Stored data entries

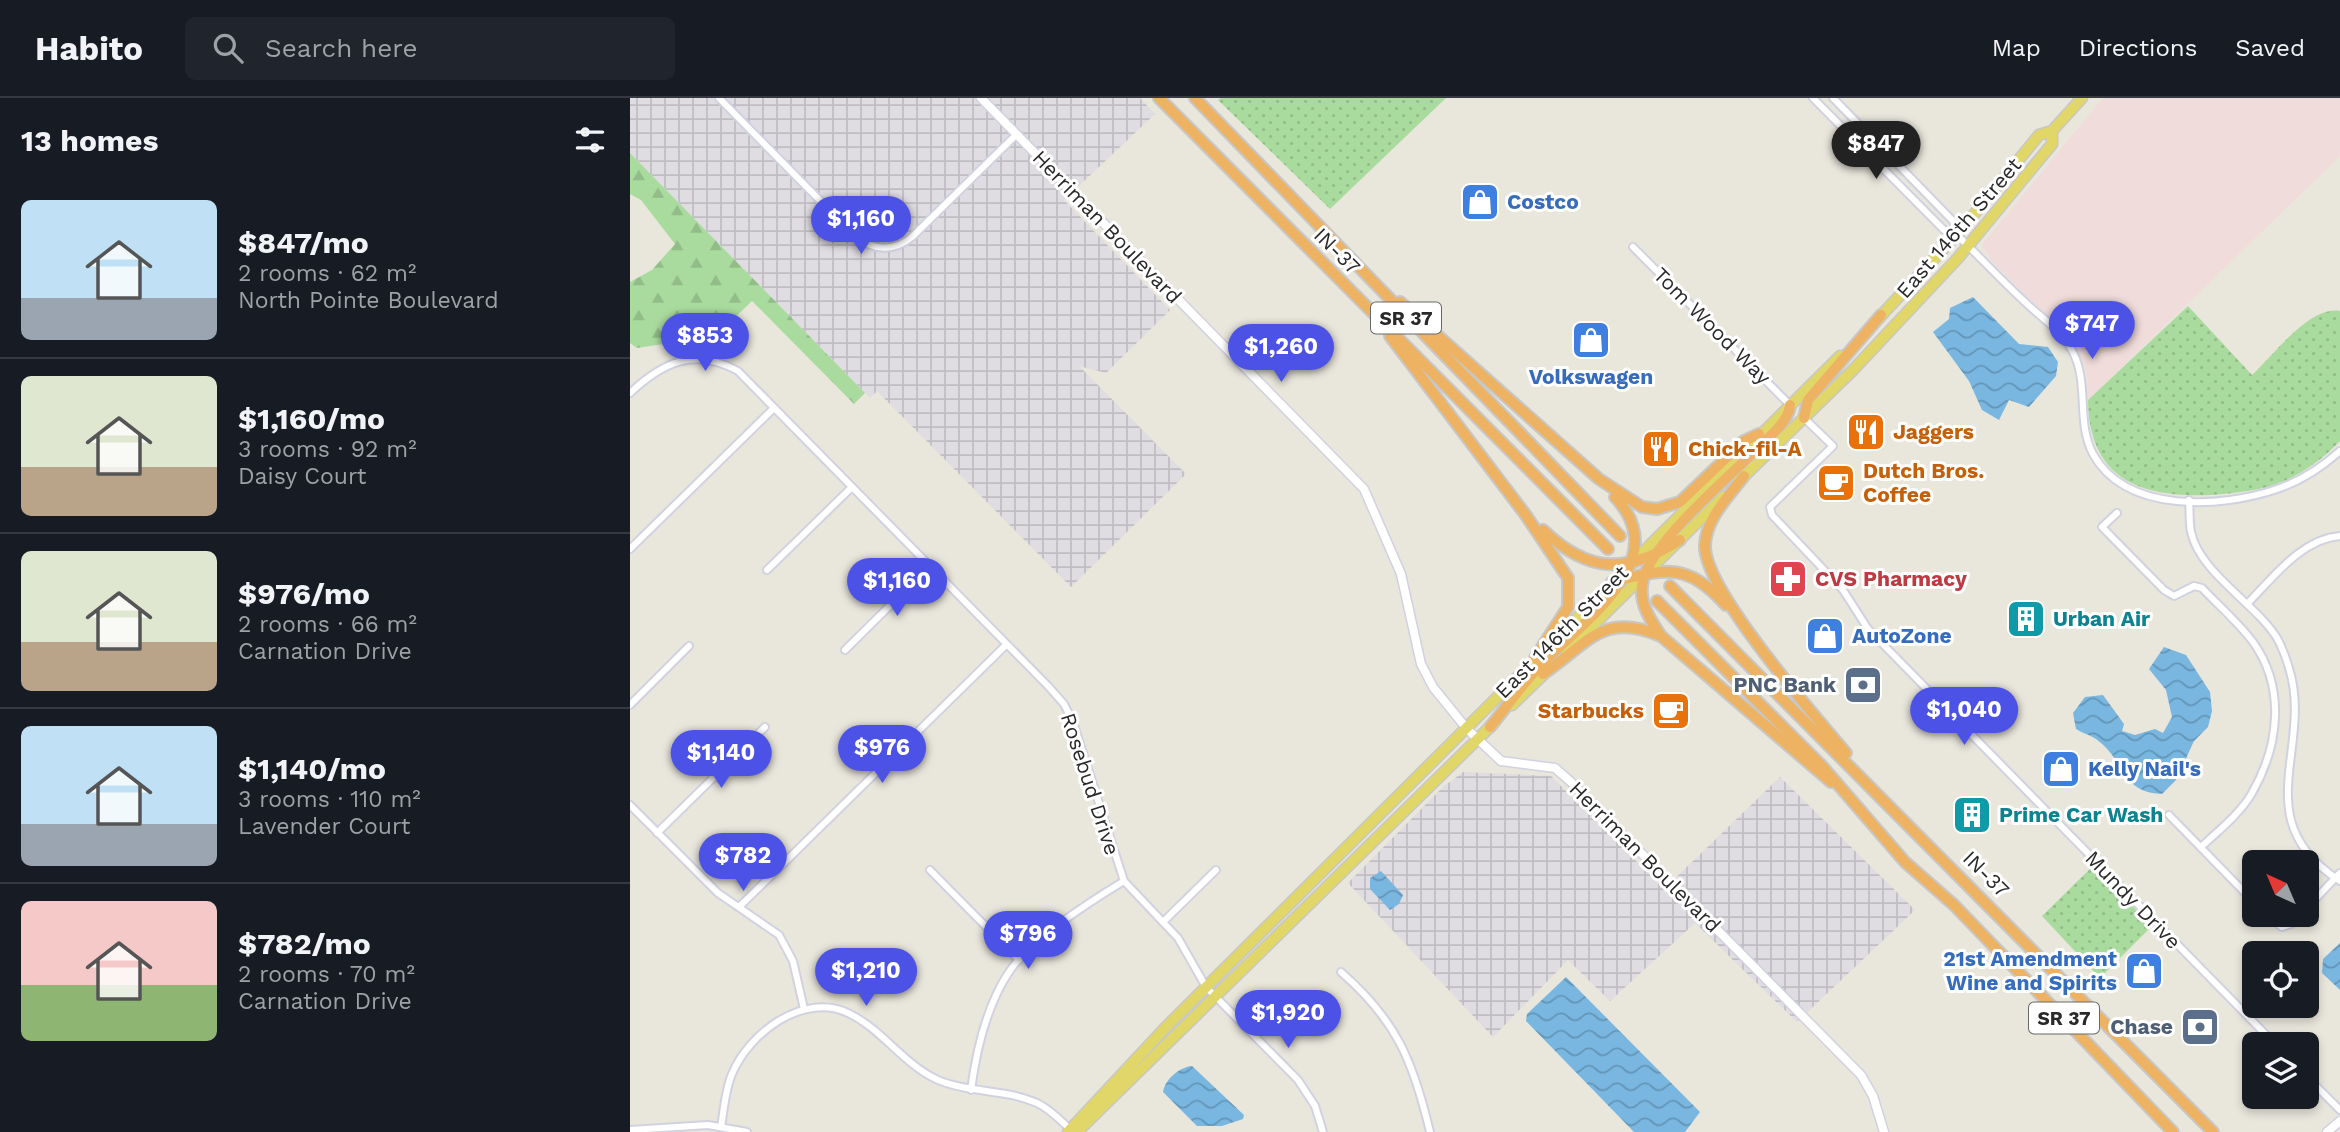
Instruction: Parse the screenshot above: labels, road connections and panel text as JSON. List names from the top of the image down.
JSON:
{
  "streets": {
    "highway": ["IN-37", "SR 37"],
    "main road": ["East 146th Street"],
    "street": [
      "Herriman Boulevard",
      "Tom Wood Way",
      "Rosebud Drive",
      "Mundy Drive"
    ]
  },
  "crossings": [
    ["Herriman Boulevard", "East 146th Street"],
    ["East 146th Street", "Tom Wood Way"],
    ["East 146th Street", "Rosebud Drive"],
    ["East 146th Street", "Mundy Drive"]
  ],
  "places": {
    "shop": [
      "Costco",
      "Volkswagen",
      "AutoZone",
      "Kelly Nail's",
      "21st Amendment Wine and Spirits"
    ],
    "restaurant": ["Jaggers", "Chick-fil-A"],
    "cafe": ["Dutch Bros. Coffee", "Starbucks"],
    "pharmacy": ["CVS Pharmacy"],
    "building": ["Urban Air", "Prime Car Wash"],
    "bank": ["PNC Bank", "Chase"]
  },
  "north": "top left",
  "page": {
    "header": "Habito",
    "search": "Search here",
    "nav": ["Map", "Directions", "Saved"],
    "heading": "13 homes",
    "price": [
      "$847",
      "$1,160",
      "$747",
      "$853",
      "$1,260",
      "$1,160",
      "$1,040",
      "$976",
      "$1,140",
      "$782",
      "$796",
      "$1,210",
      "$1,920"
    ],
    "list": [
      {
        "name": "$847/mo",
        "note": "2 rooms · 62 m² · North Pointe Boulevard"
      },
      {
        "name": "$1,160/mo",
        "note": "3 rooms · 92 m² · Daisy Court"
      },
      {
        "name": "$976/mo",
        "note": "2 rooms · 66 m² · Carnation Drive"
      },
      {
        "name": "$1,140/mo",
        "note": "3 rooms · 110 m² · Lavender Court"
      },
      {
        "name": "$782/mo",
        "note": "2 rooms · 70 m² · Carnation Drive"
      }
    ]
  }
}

▸ WORK INSTRUCTION
When copying the entries above, keep each word as it is and exclude any image.

▸ OUTPUT OF THE EXERCISE
Instruction: Parse the screenshot above: labels, road connections and panel text as JSON. List names from the top of the image down.
JSON:
{
  "streets": {
    "highway": ["IN-37", "SR 37"],
    "main road": ["East 146th Street"],
    "street": [
      "Herriman Boulevard",
      "Tom Wood Way",
      "Rosebud Drive",
      "Mundy Drive"
    ]
  },
  "crossings": [
    ["Herriman Boulevard", "East 146th Street"],
    ["East 146th Street", "Tom Wood Way"],
    ["East 146th Street", "Rosebud Drive"],
    ["East 146th Street", "Mundy Drive"]
  ],
  "places": {
    "shop": [
      "Costco",
      "Volkswagen",
      "AutoZone",
      "Kelly Nail's",
      "21st Amendment Wine and Spirits"
    ],
    "restaurant": ["Jaggers", "Chick-fil-A"],
    "cafe": ["Dutch Bros. Coffee", "Starbucks"],
    "pharmacy": ["CVS Pharmacy"],
    "building": ["Urban Air", "Prime Car Wash"],
    "bank": ["PNC Bank", "Chase"]
  },
  "north": "top left",
  "page": {
    "header": "Habito",
    "search": "Search here",
    "nav": ["Map", "Directions", "Saved"],
    "heading": "13 homes",
    "price": [
      "$847",
      "$1,160",
      "$747",
      "$853",
      "$1,260",
      "$1,160",
      "$1,040",
      "$976",
      "$1,140",
      "$782",
      "$796",
      "$1,210",
      "$1,920"
    ],
    "list": [
      {
        "name": "$847/mo",
        "note": "2 rooms · 62 m² · North Pointe Boulevard"
      },
      {
        "name": "$1,160/mo",
        "note": "3 rooms · 92 m² · Daisy Court"
      },
      {
        "name": "$976/mo",
        "note": "2 rooms · 66 m² · Carnation Drive"
      },
      {
        "name": "$1,140/mo",
        "note": "3 rooms · 110 m² · Lavender Court"
      },
      {
        "name": "$782/mo",
        "note": "2 rooms · 70 m² · Carnation Drive"
      }
    ]
  }
}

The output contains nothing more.